A l'origine, il y a une tempête de neige et un accident de voiture. Le couple amoureux qui était en train de s'embrasser tendrement en est victime. Un drame en demi teinte fait donc débuter cette étrange histoire d'amour. Paige se réveille de son coma, amnésique. Elle recouvre qu'une partie limitée de sa mémoire et se retrouve propulsée quelques 6 ans plus tôt, à une époque où elle vivait encore chez ses parents, où elle n'était pas rebelle, où elle était fiancée à Kyle, un jeune homme propre sur lui, gentil et où elle ressemblait à une WASP de Chicago. Mais l'eau avait coulé sous le pont de ces 6 années. Entre-temps, Paige s'était mariée à Léo. Ils s'aimaient tendrement, elle avait coupé les ponts qui la reliaient au monde aseptisé, aux études de droit. Elle avait opté pour l'art, la sculpture, l'amour bohème, une vie sans famille traditionnelle ni obligations sociales. Mais en se réveillant, Paige a oublié Léo, leur amour, l'art, refuse de retrouver sa vie d'avant l'accident et lui préfère celle qui la précédait. Léo part donc à la reconquête de sa dulcinée.
Rachel McAdams retrouve dans le rôle de Paige les habits de la rebelle, de l'amoureuse profonde. Autrement dit, l'actrice est l'antithèse de l'amoureuse légère et sans saveur si spécifique à la plupart des comédies romantiques américaines. Sans être un canon de beauté, elle a du charme. La dose suffisante pour être accessible et craquante. On l'avait déjà vue ainsi dans le magnifique The Notebook (Affreusement titré en français "N'oublie jamais". Titre si insipide que je l'oublie TOUJOURS!). The Vow est moins réussi, nettement moins touchant aussi. Et si les deux films traitent l'un et l'autre de la perte de mémoire de l'amoureuse (incarnée à chaque fois par Rachel McAdams) , la portée dramatique du premier le rend plus profond, indélébile. Il y aussi dans l'un un amoureux génial interprété par un acteur hors pair, Ryan Gosling. Et dans l'autre un amoureux beaucoup moins attachant, beaucoup moins réaliste, interprété par un acteur beaucoup moins bon, il faut bien le dire: Channing Tatum. Sans être mauvais dans son rôle de mari éconduit par l'amnésie de sa femme, il lui manque le charisme et le charme nécessaires pour qu'il soit à la hauteur de sa partenaire.
Quant au propos du film, si on peut le trouver trop calibré, il reste intéressant.Le cheminement emprunté au fur et à mesure de la vie par tout un chacun n'est pas le résultat du hasard. L'on se construit par petites touches, l'on est la somme d'évènements qui jalonnent notre vie. Le retour dans le passé de Paige va la confronter à ses choix futurs. Le décalage entre ce qu'elle a été et ce qu'elle est devenue, avec elle comme spectatrice d'un tel décalage est bien mené et plutôt subtil.

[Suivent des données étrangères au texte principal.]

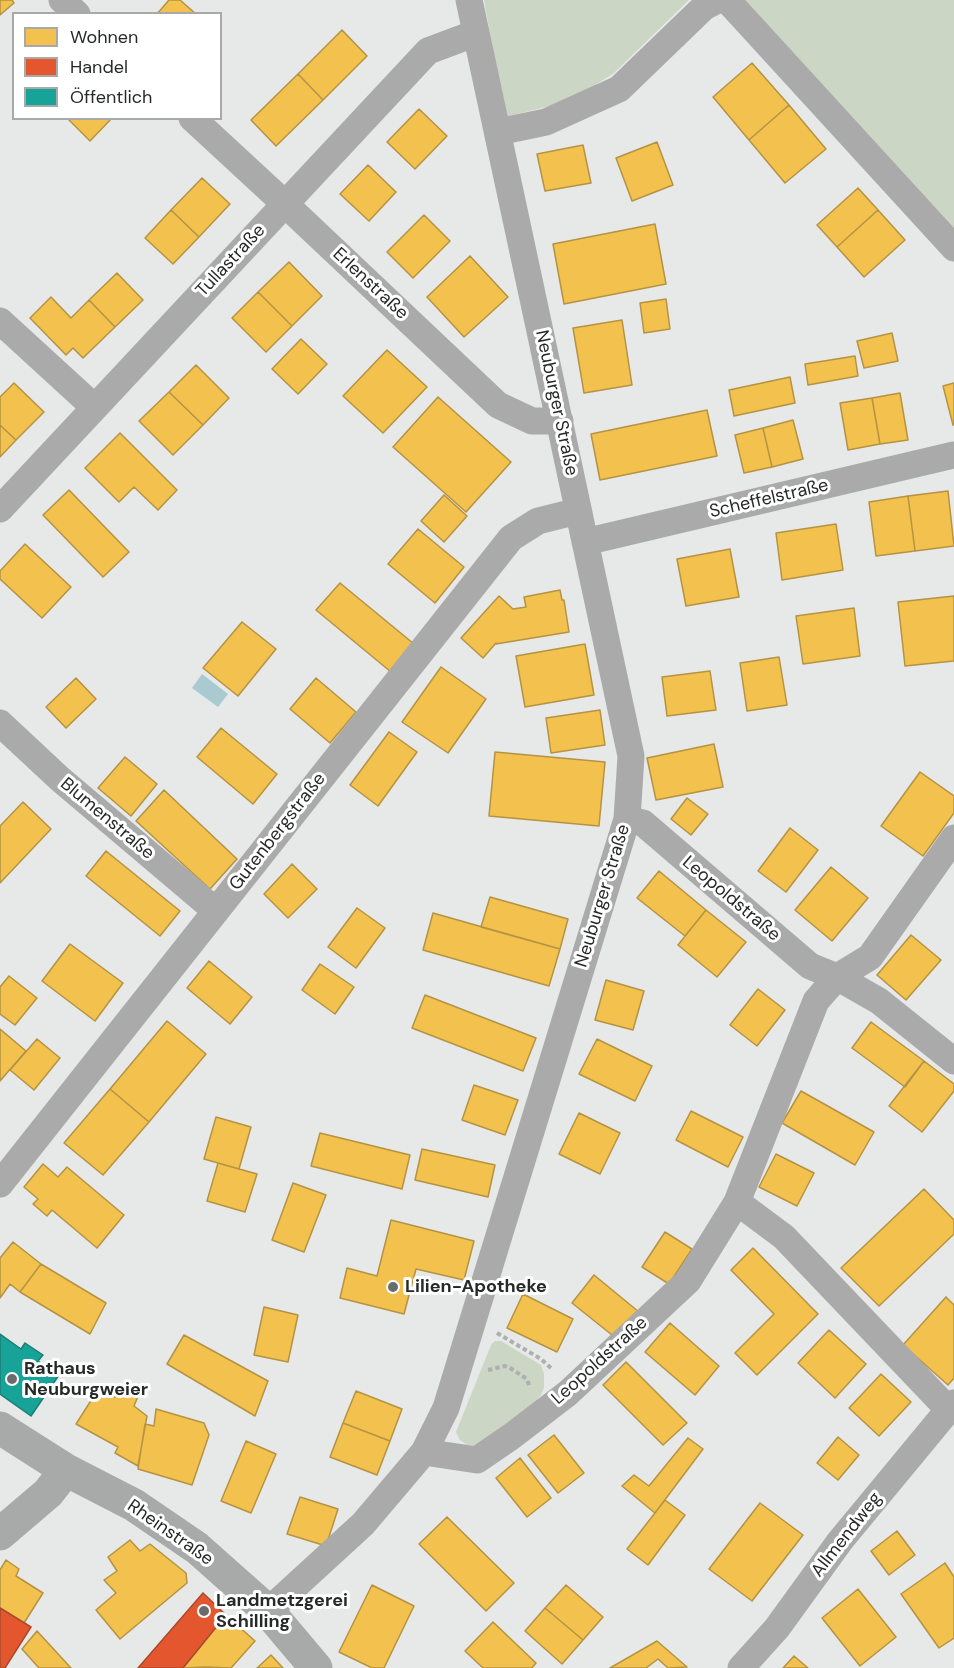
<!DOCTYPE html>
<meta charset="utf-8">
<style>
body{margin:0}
#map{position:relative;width:954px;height:1668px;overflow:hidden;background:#e6e9e8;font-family:"DM Sans",sans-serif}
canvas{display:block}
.legend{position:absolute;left:12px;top:12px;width:210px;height:108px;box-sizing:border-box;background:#fff;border:2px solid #a9a9a9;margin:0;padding:8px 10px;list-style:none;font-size:18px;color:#272929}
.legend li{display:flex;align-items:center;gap:12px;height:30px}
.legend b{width:30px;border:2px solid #a9a9a9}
</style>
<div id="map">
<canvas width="954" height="1668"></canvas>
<ul class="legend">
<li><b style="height:16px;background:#f2c14e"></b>Wohnen</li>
<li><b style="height:16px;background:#e4572e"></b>Handel</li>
<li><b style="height:16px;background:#17a398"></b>Öffentlich</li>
</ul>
</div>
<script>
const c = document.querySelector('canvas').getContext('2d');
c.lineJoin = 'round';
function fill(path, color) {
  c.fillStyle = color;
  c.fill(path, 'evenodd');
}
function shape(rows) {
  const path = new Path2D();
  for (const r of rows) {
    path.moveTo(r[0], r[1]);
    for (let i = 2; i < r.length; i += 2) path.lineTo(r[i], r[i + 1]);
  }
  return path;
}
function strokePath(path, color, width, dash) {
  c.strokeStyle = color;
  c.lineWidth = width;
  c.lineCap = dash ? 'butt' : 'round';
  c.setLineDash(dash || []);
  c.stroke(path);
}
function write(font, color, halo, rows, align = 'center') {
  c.font = font + ' "DM Sans",sans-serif';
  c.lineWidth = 6;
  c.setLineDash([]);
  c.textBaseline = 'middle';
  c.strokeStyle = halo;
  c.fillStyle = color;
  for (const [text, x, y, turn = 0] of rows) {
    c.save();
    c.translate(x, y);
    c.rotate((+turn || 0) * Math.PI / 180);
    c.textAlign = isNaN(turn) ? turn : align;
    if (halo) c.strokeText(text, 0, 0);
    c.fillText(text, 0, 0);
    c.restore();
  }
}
fill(shape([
 [484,0,689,0,614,73,570,101,505,117],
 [743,0,954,0,954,232],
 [495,1341,501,1341,541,1365,544,1374,544,1387,541,1395,534,1403,479,1447,467,1445,459,1439,456,1432,491,1345]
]), '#cbd6c4');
fill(shape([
 [202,674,228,694,218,707,192,688]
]), '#a8cad0');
const homes = shape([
 [0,0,12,0,14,3,0,15,0,0],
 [169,0,180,0,196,14,157,14,169,0],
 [342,30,367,56,323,100,298,74,342,30],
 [752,63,789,105,749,140,713,97,752,63],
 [298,74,323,100,276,146,251,120,298,74],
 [789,105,826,149,785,183,749,140,789,105],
 [419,109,447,136,415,169,387,142,419,109],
 [67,118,112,118,90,141,67,118],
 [657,142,673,185,632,201,616,158,657,142],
 [583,145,591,183,545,191,537,154,583,145],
 [368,165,396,192,369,221,340,194,368,165],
 [202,178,230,204,199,237,171,210,202,178],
 [858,188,878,210,837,247,817,225,858,188],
 [171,210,199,237,173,264,145,238,171,210],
 [878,210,905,240,864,277,837,247,878,210],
 [424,215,450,241,413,278,387,252,424,215],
 [655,224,666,284,564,304,553,244,655,224],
 [470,256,508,297,464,337,427,297,470,256],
 [289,262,322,296,292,326,258,292,289,262],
 [117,273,143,300,115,327,89,300,117,273],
 [258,292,292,326,266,352,232,318,258,292],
 [51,297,71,318,89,300,115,327,83,358,73,348,66,355,30,318,51,297],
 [666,299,670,329,644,333,640,303,666,299],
 [622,320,632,385,584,393,573,328,622,320],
 [892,333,898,361,864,368,857,341,892,333],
 [301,339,327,364,298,394,272,369,301,339],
 [387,350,427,387,383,433,343,396,387,350],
 [855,356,858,376,808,385,805,364,855,356],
 [196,365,229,398,203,425,169,392,196,365],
 [790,377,795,403,734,416,729,390,790,377],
 [14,383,44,412,16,440,0,425,0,397,14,383],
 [954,383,954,425,953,425,943,386,954,383],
 [169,392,203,425,173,455,139,421,169,392],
 [900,393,908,440,880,444,872,398,900,393],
 [438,397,511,462,466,512,393,447,438,397],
 [872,398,880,444,848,450,840,403,872,398],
 [707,410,717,456,600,480,591,434,707,410],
 [793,420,803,459,772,467,763,428,793,420],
 [0,425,16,440,0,457,0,425],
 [763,428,772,467,744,473,735,435,763,428],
 [120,433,177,490,158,510,134,487,119,502,85,468,120,433],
 [69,490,129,552,103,577,43,515,69,490],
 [948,491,954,546,915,551,908,496,948,491],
 [444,495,467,516,444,542,421,521,444,495],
 [908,496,915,551,876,556,869,502,908,496],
 [836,524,843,570,782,580,776,533,836,524],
 [418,529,464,567,435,603,388,564,418,529],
 [25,544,71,587,42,618,0,579,0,571,25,544],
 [730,549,739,597,686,606,677,559,730,549],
 [340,583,414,644,391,672,316,610,340,583],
 [560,590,562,600,564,600,569,632,496,644,496,643,483,658,461,638,499,596,513,609,526,607,524,597,560,590],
 [954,596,954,661,905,666,898,602,954,596],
 [854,608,860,656,803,664,796,616,854,608],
 [242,622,276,649,238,696,203,668,242,622],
 [585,644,594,695,525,707,516,656,585,644],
 [779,657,787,705,747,711,740,663,779,657],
 [441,667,486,699,448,753,402,722,441,667],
 [710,671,716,710,667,716,662,677,710,671],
 [76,678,96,699,66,728,46,707,76,678],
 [316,678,356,712,330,743,290,709,316,678],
 [600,710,605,745,551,753,546,718,600,710],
 [221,728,277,774,253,804,197,757,221,728],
 [389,732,417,752,378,806,350,785,389,732],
 [714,744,723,787,656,800,647,758,714,744],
 [495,752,605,762,599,826,489,816,495,752],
 [125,757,157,784,131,816,98,788,125,757],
 [920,772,954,796,954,813,923,856,881,826,920,772],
 [164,790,237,859,210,889,136,821,164,790],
 [687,798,708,814,691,835,671,819,687,798],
 [23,802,51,829,0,883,0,826,23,802],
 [790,828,818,850,786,892,758,871,790,828],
 [106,851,180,911,160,936,86,876,106,851],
 [292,864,317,889,288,918,264,894,292,864],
 [831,867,868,898,832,941,795,910,831,867],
 [659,871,706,910,685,936,637,898,659,871],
 [490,897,568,919,560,949,481,927,490,897],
 [357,908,385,928,356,968,328,947,357,908],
 [706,910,746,942,717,977,678,945,706,910],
 [433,913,560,949,549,986,423,950,433,913],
 [911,935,941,960,906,1000,877,975,911,935],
 [70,944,123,983,95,1021,42,981,70,944],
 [209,961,252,997,230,1024,187,988,209,961],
 [320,964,354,987,335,1014,302,990,320,964],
 [9,976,37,998,15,1025,0,1014,0,987,9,976],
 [606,980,644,991,633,1030,595,1020,606,980],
 [758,989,785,1010,757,1046,730,1025,758,989],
 [425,995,536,1038,523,1071,412,1028,425,995],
 [167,1021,206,1054,149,1122,110,1089,167,1021],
 [871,1022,924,1061,905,1087,852,1048,871,1022],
 [0,1029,26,1051,0,1081,0,1029],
 [37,1039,60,1058,34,1090,10,1070,37,1039],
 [597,1039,652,1066,635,1101,579,1074,597,1039],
 [924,1061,954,1084,954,1091,922,1132,889,1106,924,1061],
 [474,1085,518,1100,505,1135,462,1120,474,1085],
 [110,1089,149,1122,103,1175,64,1143,110,1089],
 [801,1091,874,1132,855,1165,782,1123,801,1091],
 [691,1111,743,1137,728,1167,676,1140,691,1111],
 [579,1113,620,1133,600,1174,559,1154,579,1113],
 [216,1117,251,1127,239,1169,204,1159,216,1117],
 [320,1133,410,1155,402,1189,311,1166,320,1133],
 [422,1149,495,1165,488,1197,415,1180,422,1149],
 [776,1154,814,1173,797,1206,759,1187,776,1154],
 [218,1163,257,1174,245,1212,207,1201,218,1163],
 [43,1164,58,1177,67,1167,124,1215,97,1248,52,1210,47,1216,33,1204,38,1199,24,1187,43,1164],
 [293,1183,326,1195,304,1252,272,1240,293,1183],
 [924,1189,954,1220,954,1234,879,1306,841,1268,924,1189],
 [391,1220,474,1241,464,1280,416,1269,404,1314,340,1298,347,1268,377,1276,391,1220],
 [665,1232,692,1249,669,1284,642,1267,665,1232],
 [13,1242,41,1264,20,1292,10,1284,0,1298,0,1258,13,1242],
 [753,1248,818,1314,757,1375,735,1353,774,1314,731,1270,753,1248],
 [41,1264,106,1303,90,1334,20,1292,41,1264],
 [594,1275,639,1312,617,1339,572,1303,594,1275],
 [523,1294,573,1319,557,1352,507,1328,523,1294],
 [946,1297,954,1305,954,1378,948,1385,903,1345,946,1297],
 [264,1307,298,1315,288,1362,254,1355,264,1307],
 [670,1323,719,1366,695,1395,645,1352,670,1323],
 [829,1330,866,1364,835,1398,798,1363,829,1330],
 [184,1335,268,1381,255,1416,167,1364,184,1335],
 [626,1362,687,1423,663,1445,603,1385,626,1362],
 [881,1374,911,1402,879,1436,849,1408,881,1374],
 [124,1386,139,1394,134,1406,147,1416,138,1466,115,1453,118,1447,76,1424,99,1388,115,1397,124,1386],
 [356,1391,402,1409,390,1441,343,1423,356,1391],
 [156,1409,204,1423,209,1435,192,1485,138,1469,145,1424,154,1426,156,1409],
 [343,1423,390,1441,377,1475,330,1457,343,1423],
 [554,1435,584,1473,558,1493,528,1455,554,1435],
 [838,1437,859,1455,838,1480,817,1463,838,1437],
 [688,1438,703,1449,655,1513,622,1486,634,1475,649,1486,688,1438],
 [246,1441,276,1454,251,1513,221,1501,246,1441],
 [520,1458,551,1498,527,1517,496,1478,520,1458],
 [300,1497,338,1509,326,1546,287,1534,300,1497],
 [665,1500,685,1515,648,1565,627,1549,665,1500],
 [760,1503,803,1535,752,1601,709,1569,760,1503],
 [447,1517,514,1583,486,1611,419,1544,447,1517],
 [897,1531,915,1555,889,1575,871,1551,897,1531],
 [130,1540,140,1551,150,1544,186,1573,187,1583,120,1639,96,1610,116,1593,104,1580,117,1571,108,1557,130,1540],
 [6,1560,19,1569,16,1576,43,1593,24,1623,0,1608,0,1570,6,1560],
 [945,1563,954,1577,954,1638,939,1648,901,1594,945,1563],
 [372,1585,414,1606,384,1668,372,1668,339,1652,372,1585],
 [566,1585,603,1617,583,1640,545,1608,566,1585],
 [858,1589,896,1637,860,1666,822,1618,858,1589],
 [545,1608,583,1640,562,1664,525,1631,545,1608],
 [226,1615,255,1641,231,1668,205,1667,183,1668,226,1615],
 [493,1622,536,1663,532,1668,483,1668,465,1651,493,1622],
 [37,1631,71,1668,39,1668,22,1649,37,1631],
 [657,1641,687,1667,668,1668,658,1659,646,1668,610,1668,657,1641],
 [271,1655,283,1668,257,1668,271,1655],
 [794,1656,808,1668,783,1668,794,1656]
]);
fill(homes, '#f2c14e');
strokePath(homes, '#b59343', 1.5);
const shops = shape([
 [203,1593,226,1615,183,1668,138,1668,203,1593],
 [0,1608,31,1627,5,1668,0,1668,0,1608]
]);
fill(shops, '#e4572e');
strokePath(shops, '#ab492c', 1.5);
const public = shape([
 [0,1334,21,1349,25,1343,43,1355,38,1361,59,1375,31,1416,0,1394,0,1334]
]);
fill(public, '#17a398');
strokePath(public, '#1c7e77', 1.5);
strokePath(shape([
 [497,1333,541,1359,551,1368],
 [488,1370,505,1366,510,1368,527,1379,530,1388]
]), '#aeafaf', 4, [4.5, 3]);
strokePath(shape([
 [62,0,77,14],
 [727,0,954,248],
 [192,118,284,203,498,405,532,421,560,421],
 [498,132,546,122,619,89,704,7,718,0],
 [0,321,94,407],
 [0,509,428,51,476,33],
 [585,542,954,455],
 [0,723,60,779,216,911],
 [627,819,643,823,810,966,837,977,879,1001,954,1061],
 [0,1184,511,538,538,521,578,511],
 [737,1202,784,1237,948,1409],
 [424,1452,477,1460,512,1436,568,1393,688,1281,737,1202,816,1001,837,977,870,957,954,838],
 [268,1611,363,1524,424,1452,446,1408,627,819,631,756,469,0],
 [741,1668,777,1628,840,1541,954,1403]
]), '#aaa', 27);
strokePath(shape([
 [0,1428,66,1470,134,1505,197,1548,268,1611,316,1668],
 [0,1534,48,1493,66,1470]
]), '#a8a9a9', 33);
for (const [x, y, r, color] of [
 [393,1287,6,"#6a6c6c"],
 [12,1379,6,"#6a6c6c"],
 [204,1611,6,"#6a6c6c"]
]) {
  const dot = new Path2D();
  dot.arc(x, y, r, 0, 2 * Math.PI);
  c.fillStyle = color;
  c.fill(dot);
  strokePath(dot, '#fff', 2);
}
write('18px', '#272929', '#fff', [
 ["Tullastraße",231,261,-47],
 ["Erlenstraße",370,284,43],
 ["Neuburger Straße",556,403,78],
 ["Scheffelstraße",769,499,-13],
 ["Blumenstraße",107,819,40],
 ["Gutenbergstraße",278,832,-52],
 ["Neuburger Straße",603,896,-73],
 ["Leopoldstraße",731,899,40],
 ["Leopoldstraße",600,1361,-42],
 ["Rheinstraße",170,1533,35],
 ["Allmendweg",847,1535,-52]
]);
write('bold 18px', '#272929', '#fff', [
 ["Lilien-Apotheke",405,1287],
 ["Rathaus",24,1369],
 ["Neuburgweier",24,1390],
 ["Landmetzgerei",216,1601],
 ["Schilling",216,1622]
], 'left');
</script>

Mais souvent le film manque de finesse. Et c'est dommage. Des clichés se succèdent (l'on ne sait donc pas aimer lorsqu'on est "conventionnels" et trop rangés), des dialogues téléphonés aussi. La ville de Boston ne se ressemble pas et a plutôt des allures d'anciens décors d'Ally Mc Beal (Je ne savais pas qu'on les recyclait...).
Vous l'aurez compris, Chers lecteurs, mon avis est un peu contrasté. The Vow oscille entre un joli film de lover atypique et un produit prêt à consommer qu'on oublie une fois ingurgité. Il ne figurera pas dans mon panthéon des films à l'eau de rose (dans lequel figure The Notebook, notamment) mais ne se rangera quand même pas au dernier rang aux côtés des récents stupides Sex friends, Sex List et autres Sexe entre amis.